The contagious, always-fatal prion illness has never before been recorded in the Gem State.
A mule deer (Photo: Arizona Game and Fish Department)

IDAHO COUNTY, Idaho — Two mule deer have tested positive for Chronic Wasting Disease, marking the first time the contagious prion illness has been confirmed in Idaho.

The bucks were killed by hunters in October in the Slate Creek drainage near Lucile in Idaho County, according to the Idaho Department of Fish and Game. Both hunters were notified their deer were infected, officials said. 

The positive tests came on Tuesday.

"Although CWD has been known to exist in the Western United States for over 40 years, this is the first time animals in Idaho have tested positive for the disease, which is fatal to deer, elk, moose and caribou," IDFG officials wrote in a Thursday press release. "The Idaho Fish and Game Commission has been notified, as well as the Idaho Department of Agriculture, the Idaho Department of Health and Welfare and the U.S. Department of Agriculture."

Chronic Wasting Disease is a neurological illness that causes symptoms in animals including excessive salivation, drooping head or ears, tremors, low body weight, and odd behavior, like showing no fear of humans and lack of coordination. Fish and Game noted, however, that deer and other animals can be infected months or years before exhibiting symptoms. 

CWD is always fatal, and there are no treatments or vaccines.

Meat from animals with CWD should not be consumed by humans. According to the Center for Disease Control, it is unknown whether the prions from a CWD-infected animal can spread to people; as of 2021, no known Chronic Wasting Disease infections have been reported in humans, but non-human primates like monkeys have caught the disease from eating infected meat. 

"Since 1997, the World Health Organization has recommended that it is important to keep the agents of all known prion diseases from entering the human food chain," CDC officials wrote.

According to the IDFG, samples from the infected mule deer were tested at the Colorado State University Veterinary Diagnostic Lab, and are currently being verified by the National Veterinary Services Laboratories.

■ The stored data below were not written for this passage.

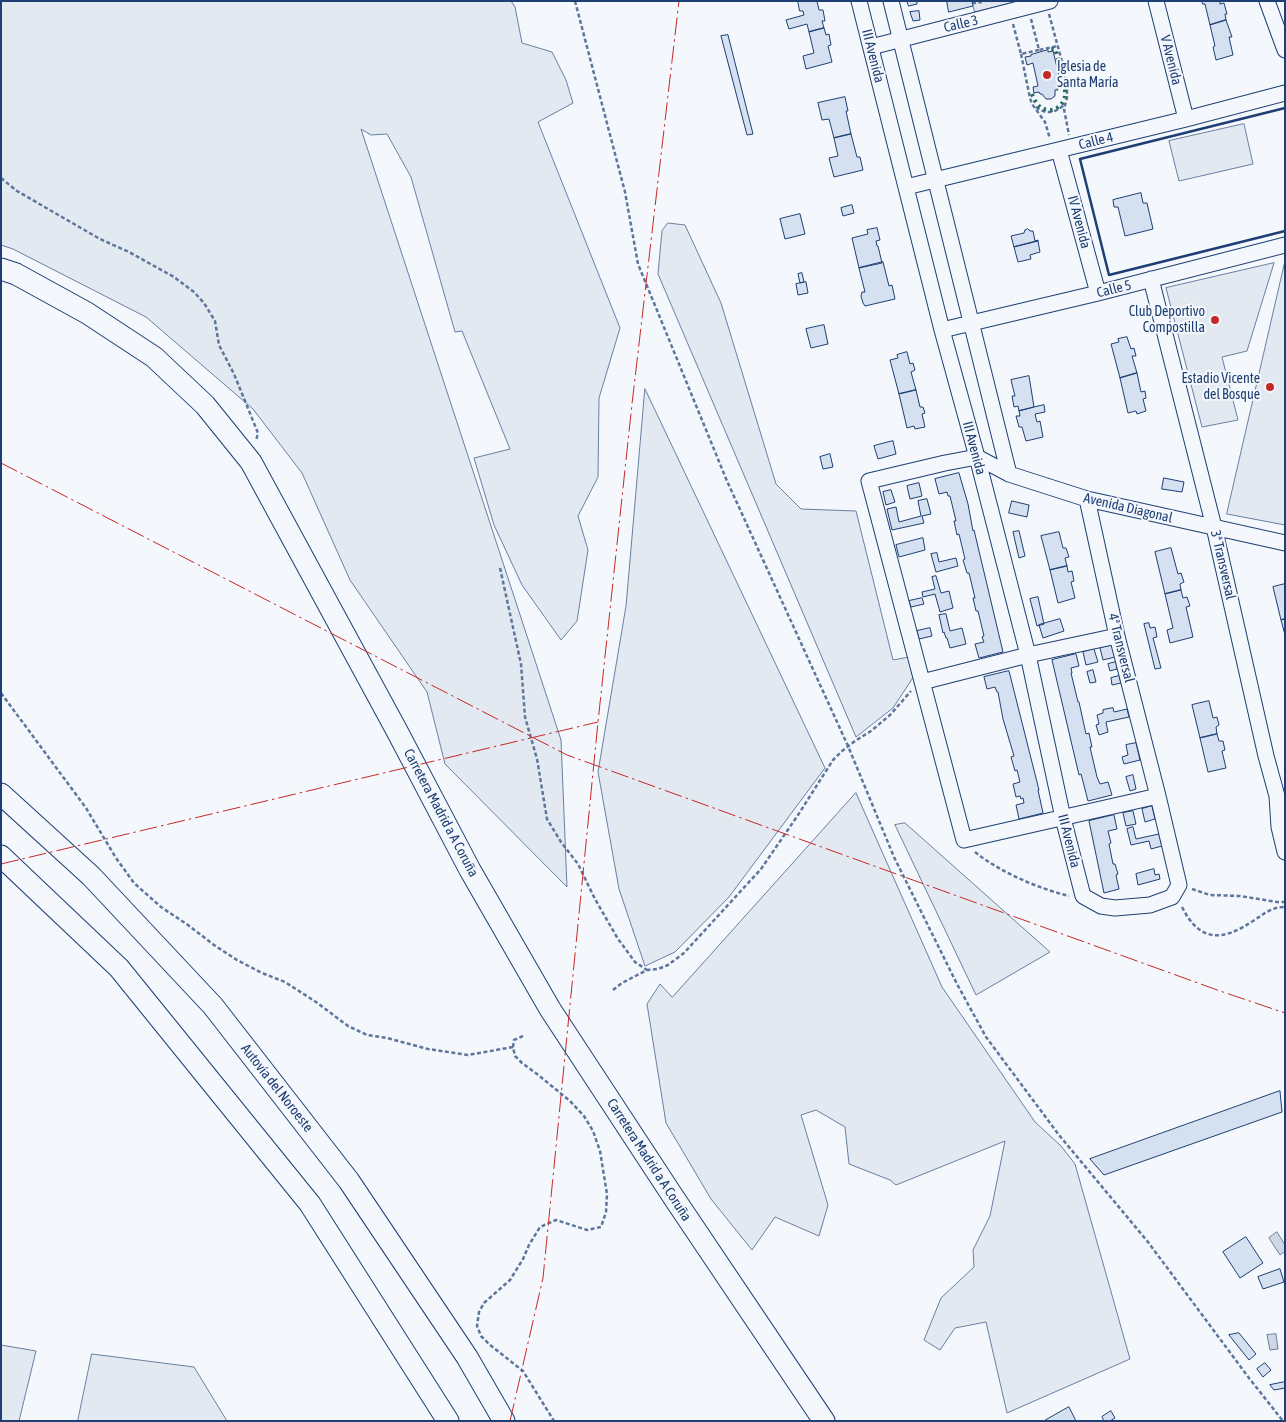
<!DOCTYPE html>
<html>
<head>
<meta charset="utf-8">
<style>
	body { margin:0 }
	#map { position:relative; width:1286px; height:1422px; overflow:hidden; background:#f4f7fb; font-family:"Asap Condensed",sans-serif }
	canvas { display:block }
	.frame { position:absolute; inset:0; border:2px solid #1d3f73; pointer-events:none }
</style>
</head>
<body>
<div id="map">
<canvas width="1286" height="1422"></canvas>
<div class="frame"></div>
</div>
<script>
const ctx = document.querySelector('canvas').getContext('2d');
ctx.lineJoin = 'round';
function paint(path, color) {
  ctx.fillStyle = color;
  ctx.fill(path, 'evenodd');
}
function stroke(path, color, width, dash) {
  ctx.strokeStyle = color;
  ctx.lineWidth = width;
  ctx.lineCap = dash ? 'butt' : 'round';
  ctx.setLineDash(dash || []);
  ctx.stroke(path);
}
function label(font, color, halo, rows, align = 'center') {
  ctx.font = font + ' "Asap Condensed",sans-serif';
  ctx.lineWidth = 4;
  ctx.setLineDash([]);
  ctx.textBaseline = 'middle';
  ctx.strokeStyle = halo;
  ctx.fillStyle = color;
  for (const [text, x, y, turn = 0] of rows) {
    ctx.save();
    ctx.translate(x, y);
    ctx.rotate((+turn || 0) * Math.PI / 180);
    ctx.textAlign = isNaN(turn) ? turn : align;
    if (halo) ctx.strokeText(text, 0, 0);
    ctx.fillText(text, 0, 0);
    ctx.restore();
  }
}
const green = new Path2D(`
	M1,1H511L515,7L522,43L552,52L566,80L573,103L538,122L620,328L599,398L598,477L578,516L588,550L577,621L561,640L522,585L494,525L474,458L510,449L462,331L455,332L411,177L387,134L371,135L361,129L561,740L567,887L445,764L427,692L350,580L302,473L253,409L146,317L13,249L1,245Z
	M1244,124L1253,164L1179,181L1169,141Z
	M668,223L685,225L721,303L776,484L801,509L856,511L893,660L909,657L914,676L893,708L856,737L658,274L662,231Z
	M1285,261V525L1227,514Z
	M1274,263L1247,351L1222,357L1238,420L1202,427L1166,288Z
	M645,389L825,768L729,897L675,952L645,966L619,889L598,772L626,606Z
	M856,793L942,987L1035,1122L1061,1146L1075,1164L1130,1359L1007,1413L986,1322L955,1328L940,1350L924,1340L941,1298L974,1267L973,1250L990,1216L1005,1141L896,1185L890,1180L849,1164L845,1127L816,1110L801,1115L828,1205L819,1236L775,1217L752,1250L711,1199L666,1123L647,1004L660,984L672,997Z
	M905,823L1050,952L976,995L895,825Z
	M1,1345L36,1351L19,1421H1Z
	M92,1354L194,1367L227,1421H78Z`);
paint(green, '#e3e9f0');
stroke(green, '#687fa3', 1);
const parking = new Path2D(`
	M972,1H1018L975,12Z`);
paint(parking, '#e3e8f0');
stroke(parking, '#687fa3', 1);
const water = new Path2D(`
	M1277,1232L1285,1245V1251L1280,1255L1269,1238Z
	M1276,1334L1278,1349L1270,1350L1267,1335Z`);
paint(water, '#cfd7e4');
stroke(water, '#687fa3', 1);
const building = new Path2D(`
	M798,1H817L819,10H823L825,21H822L824,28L809,32L807,24L789,29L786,20L804,15L803,11H800Z
	M907,1H917V4L909,6Z
	M947,1H972L973,6L949,12Z
	M1202,1H1220V4L1224,3L1227,14H1225L1226,20L1210,25L1205,4H1203Z
	M919,11L920,20L913,21L910,12Z
	M1226,20L1232,37H1229L1233,55L1216,60L1213,47L1215,46L1210,25Z
	M824,28L826,35L829,34L831,45L828,46L832,62L806,69L803,56L814,53L809,32Z
	M728,35L753,134L747,135L721,36Z
	M1048,50V52L1053,51L1062,87L1057,88L1058,90H1055V96L1051,99H1046L1042,94H1040L1039,92L1034,93L1033,87L1038,86L1033,63L1027,65L1025,57L1031,56V55Z
	M845,97L848,111H846L851,134L834,138L829,119L822,120L818,103Z
	M851,134L857,157H860L863,170L834,177L829,158L838,156L834,138Z
	M1141,193L1143,203H1147L1153,229L1125,236L1118,207H1114L1113,200Z
	M852,205L854,213L843,216L841,208Z
	M800,214L805,234L785,239L780,219Z
	M877,228L880,240L876,241L877,246H878L882,263L859,268L852,238L868,234L867,230Z
	M1028,229L1030,231H1033L1035,241L1038,240V241L1014,247L1011,236L1024,233L1025,230Z
	M1038,241L1040,252L1030,255L1031,259L1018,262L1014,247Z
	M883,262L889,286L892,285L895,299L865,306L863,303L861,296L862,292H865L859,268Z
	M802,273L804,282L800,283L798,274Z
	M806,282L808,293L798,295L796,284Z
	M824,325L828,344L811,348L806,329Z
	M1127,337L1131,349L1134,348L1136,356H1132L1137,373L1120,378L1111,344L1119,342L1118,339Z
	M907,352L910,364L913,363L915,370L911,372L916,390L899,394L890,360L898,358L897,355Z
	M1137,373L1141,392L1145,391L1146,398L1143,399L1146,411L1137,414L1136,411L1128,413L1120,378Z
	M1029,376L1034,407L1019,411L1018,406L1014,407L1012,396H1015L1011,380Z
	M916,390L920,407H923L925,413L922,414L925,427L915,429L914,426L907,428L899,394Z
	M1044,405L1045,412L1035,414L1037,422L1040,421L1043,437L1026,441L1022,427H1019L1016,416H1020L1019,411Z
	M893,441L896,454L878,459L874,446Z
	M830,454L833,467L823,469L820,457Z
	M959,473L968,504L973,531L974,530L1003,652L979,658L975,644L984,642L982,637L984,636L978,611H976L973,598H975L969,573H967L963,560L965,559L959,534L957,535L954,521H956L950,496H948L947,492L939,494L935,479Z
	M1164,478L1184,482L1182,492L1162,489Z
	M919,483L922,496L910,499L907,486Z
	M891,490L895,502L886,505L883,492Z
	M927,499L931,514L922,516L924,523L892,530L887,509L896,507L899,522L921,516L918,501Z
	M1012,501L1029,505L1027,517L1009,513Z
	M1019,531L1025,556L1019,558L1013,532Z
	M1059,532L1063,548H1066L1069,557L1065,558L1067,566L1050,570L1041,536Z
	M923,538L925,550L899,557L896,545Z
	M1171,548L1178,574L1181,573L1184,582L1180,584L1181,590L1165,594L1155,552Z
	M937,553L939,562L956,558L958,566L936,572L931,554Z
	M1067,566L1068,572L1072,571L1074,581L1071,582L1075,598L1058,603L1050,570Z
	M936,576L941,593L949,591L953,608L940,612L935,594L923,597L922,592L935,589L932,577Z
	M1285,584V619L1281,620L1273,587Z
	M1181,590L1183,598L1187,597L1190,606L1186,607L1193,637L1170,643L1167,630L1173,628L1165,594Z
	M1038,597L1044,624L1037,626L1030,599Z
	M922,598L924,604L911,607L909,601Z
	M946,614L950,631L962,628L966,644L950,648L947,638H946L944,632L943,633L939,615Z
	M1060,619L1064,631L1043,638L1039,625Z
	M1285,619V635L1281,620Z
	M1149,623L1150,628L1155,627L1157,637L1153,638L1161,668L1155,669L1144,624Z
	M930,628L932,636L919,639L917,631Z
	M1112,645L1115,657L1103,660L1100,648Z
	M1094,649L1098,662L1086,665L1083,652Z
	M1076,654L1079,666L1071,668L1072,673H1071L1078,702H1079L1086,734L1089,733L1092,747H1090L1097,777L1100,784L1108,782L1112,795L1088,801L1081,774L1079,775L1052,660Z
	M1116,662L1117,669L1110,671L1108,664Z
	M1093,670L1096,682L1090,683L1087,672Z
	M1009,671L1039,790H1038L1043,813L1019,819L1016,805L1024,803L1023,798L1021,799L1020,796L1016,797L1013,784L1020,782L1017,770L1015,771L1011,757L1014,756L1003,719L998,692H997L995,687L987,689L984,677Z
	M1119,676L1121,683L1112,685L1111,678Z
	M1209,701L1213,718L1217,717L1219,725L1216,727L1217,734L1200,738L1192,705Z
	M1113,708L1114,712L1127,709L1129,717L1106,722L1108,732L1099,735L1096,725L1099,724L1097,715L1103,713V710Z
	M1217,734L1219,741H1223L1225,750L1222,751L1226,768L1208,772L1200,738Z
	M1136,743L1140,760L1124,764L1122,757L1128,755L1126,745Z
	M1133,775L1136,789L1130,791L1126,777Z
	M1152,806L1155,819L1145,822L1142,809Z
	M1133,811L1136,824L1126,826L1123,813Z
	M1114,815L1117,829L1108,831L1111,843L1109,844L1113,864H1115L1118,874L1116,875L1119,889L1104,893L1089,821Z
	M1133,827L1136,839L1159,834L1162,846L1151,849L1149,841L1131,845L1127,829Z
	M1154,869L1155,875L1159,874L1160,879L1138,885L1136,874Z
	M1280,1091L1282,1112L1104,1175L1090,1159Z
	M1246,1237L1263,1263L1240,1278L1223,1252Z
	M1280,1269L1284,1282L1263,1289L1258,1277Z
	M1239,1333L1256,1354L1249,1360L1229,1335Z
	M1265,1363L1271,1370L1263,1377L1257,1369Z
	M1285,1382V1388L1274,1390L1270,1385Z
	M1069,1407L1076,1421H1044Z
	M1111,1411L1115,1418L1110,1421H1104L1102,1417Z`);
paint(building, '#d5e0f0');
stroke(building, '#1d3f73', 1);
const minor = new Path2D(`
	M859,1L942,330L977,457L1028,655L1063,818L1083,896L1101,906L1115,908L1150,905L1172,897L1179,885L1158,796L1117,636L1087,499
	M891,1L1009,474
	M1156,1L1186,119
	M1267,1L1285,50
	M871,47L1050,1
	M1059,150L1098,293
	M906,187L1186,119L1285,93
	M1151,279L1214,527L1266,756L1277,796L1279,827L1285,852
	M942,330L1098,293L1285,245
	M977,457L945,463L869,481L964,840L1158,796
	M977,457L1009,474L1087,499L1285,543
	M922,682L1028,655L1117,636`);
const highway = new Path2D(`
	M1,269L16,274L87,313L154,357L205,405L251,462L397,731L470,870L550,1009L674,1198L824,1421
	M1,794L91,876L213,1006L349,1181L467,1357L504,1421
	M1,856L119,968L310,1204L448,1421`);
stroke(minor, '#1d3f73', 17);
stroke(highway, '#1d3f73', 23);
stroke(new Path2D(`
	M575,1L625,192L638,264L727,481L848,746L894,857L957,984L986,1037L1059,1135L1148,1242L1249,1378L1283,1421
	M974,1V3L982,2
	M1049,14L1064,69L1067,87V98L1064,109L1069,135
	M1031,19L1039,50L1058,46
	M1013,24L1021,54L1039,50
	M1021,54L1030,98L1032,104L1045,122L1050,139
	M1036,107C1046,115 1055,113 1064,105
	M1,178L17,191L100,239L129,252L174,277L194,292L204,303L215,321L219,345L234,374L258,433L256,441
	M500,568L521,664L525,717L537,759L547,819L561,842L578,864L595,899L618,939L635,962L647,970
	M1,693L86,808L116,858L134,883L161,907L188,925L214,945L237,960L262,973L285,982L316,1002L348,1026L367,1035L387,1038L428,1049L468,1055L513,1047
	M975,852C1000,872 1037,888 1069,896
	M1192,889L1210,895L1240,896L1277,902H1285
	M1182,907C1200,943 1223,941 1253,921C1264,914 1271,907 1285,907
	M613,990L622,983L647,970L658,969L668,965L684,953L761,869L798,815L833,760L841,752L855,741L871,731L890,715L911,691
	M523,1036L514,1040L513,1047L515,1056L522,1063L537,1074L570,1101L584,1116L593,1131L600,1151L607,1194L606,1212L601,1227L587,1230L556,1220L540,1227L529,1245L523,1259L510,1280L484,1303L479,1312L477,1326L481,1336L490,1345L523,1371L554,1421`), '#5e769c', 2.5, [4, 2.5]);
stroke(minor, '#f4f7fb', 15);
stroke(highway, '#f4f7fb', 21);
stroke(new Path2D(`
	M1032,94C1035,102 1039,109 1048,110C1056,111 1064,104 1065,96C1066,85 1058,60 1055,49H1049`), '#2c6c60', 4, [2.5, 4]);
stroke(new Path2D(`
	M1285,108L1080,159L1109,275L1285,231`), '#1d3f73', 2.5);
stroke(new Path2D(`
	M1,463L567,755L1220,991L1285,1013
	M1,864L598,722
	M510,1421L543,1278L598,722L632,404L679,1`), '#c62828', 1, [18, 4, 2.5, 4]);
for (const [x, y, r, color] of [
	[1047,75,5,"#c62828"],
	[1215,320,5,"#c62828"],
	[1270,387,5,"#c62828"]
]) {
  const dot = new Path2D();
  dot.arc(x, y, r, 0, 2 * Math.PI);
  ctx.fillStyle = color;
  ctx.fill(dot);
  stroke(dot, '#f4f7fb', 2);
}
label('14px', '#1d3f73', '#f4f7fb', [
	["Calle 3",961,24,-13],
	["III Avenida",873,56,76],
	["V Avenida",1171,60,76],
	["Calle 4",1096,141,-14],
	["IV Avenida",1079,222,75],
	["Calle 5",1114,289,-14],
	["III Avenida",974,448,75],
	["Avenida Diagonal",1128,508,13],
	["3ª Transversal",1223,565,77],
	["4ª Transversal",1121,648,76],
	["Carretera Madrid a A Coruña",441,813,62],
	["III Avenida",1069,841,76],
	["Autovía del Noroeste",277,1088,52],
	["Carretera Madrid a A Coruña",649,1160,57]
]);
label('14px', '#1d3f73', '#f4f7fb', [
	["Iglesia de",1057,67,"left"],
	["Santa María",1057,83,"left"],
	["Club Deportivo",1205,312],
	["Compostilla",1205,328],
	["Estadio Vicente",1260,379],
	["del Bosque",1260,395]
], 'right');
</script>
</body>
</html>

Hunters can have their harvested deer, elk, or moose tested by bringing the fresh or frozen head of their animal to any regional Fish and Game office, where the lymph nodes will be removed and sent off for testing. Meat and muscle tissue cannot be tested for the illness, officials said.

Turnaround for test results is four to six weeks.

Anyon hunting in Unit 14 is encouraged to have any deer or elk they shoot tested for the disease. If you see an animal that appears to have CWD, Fish and Game asks that you document its location, species and gender, if known, and contact the nearest IDFG office without touching, killing or disturbing the animal.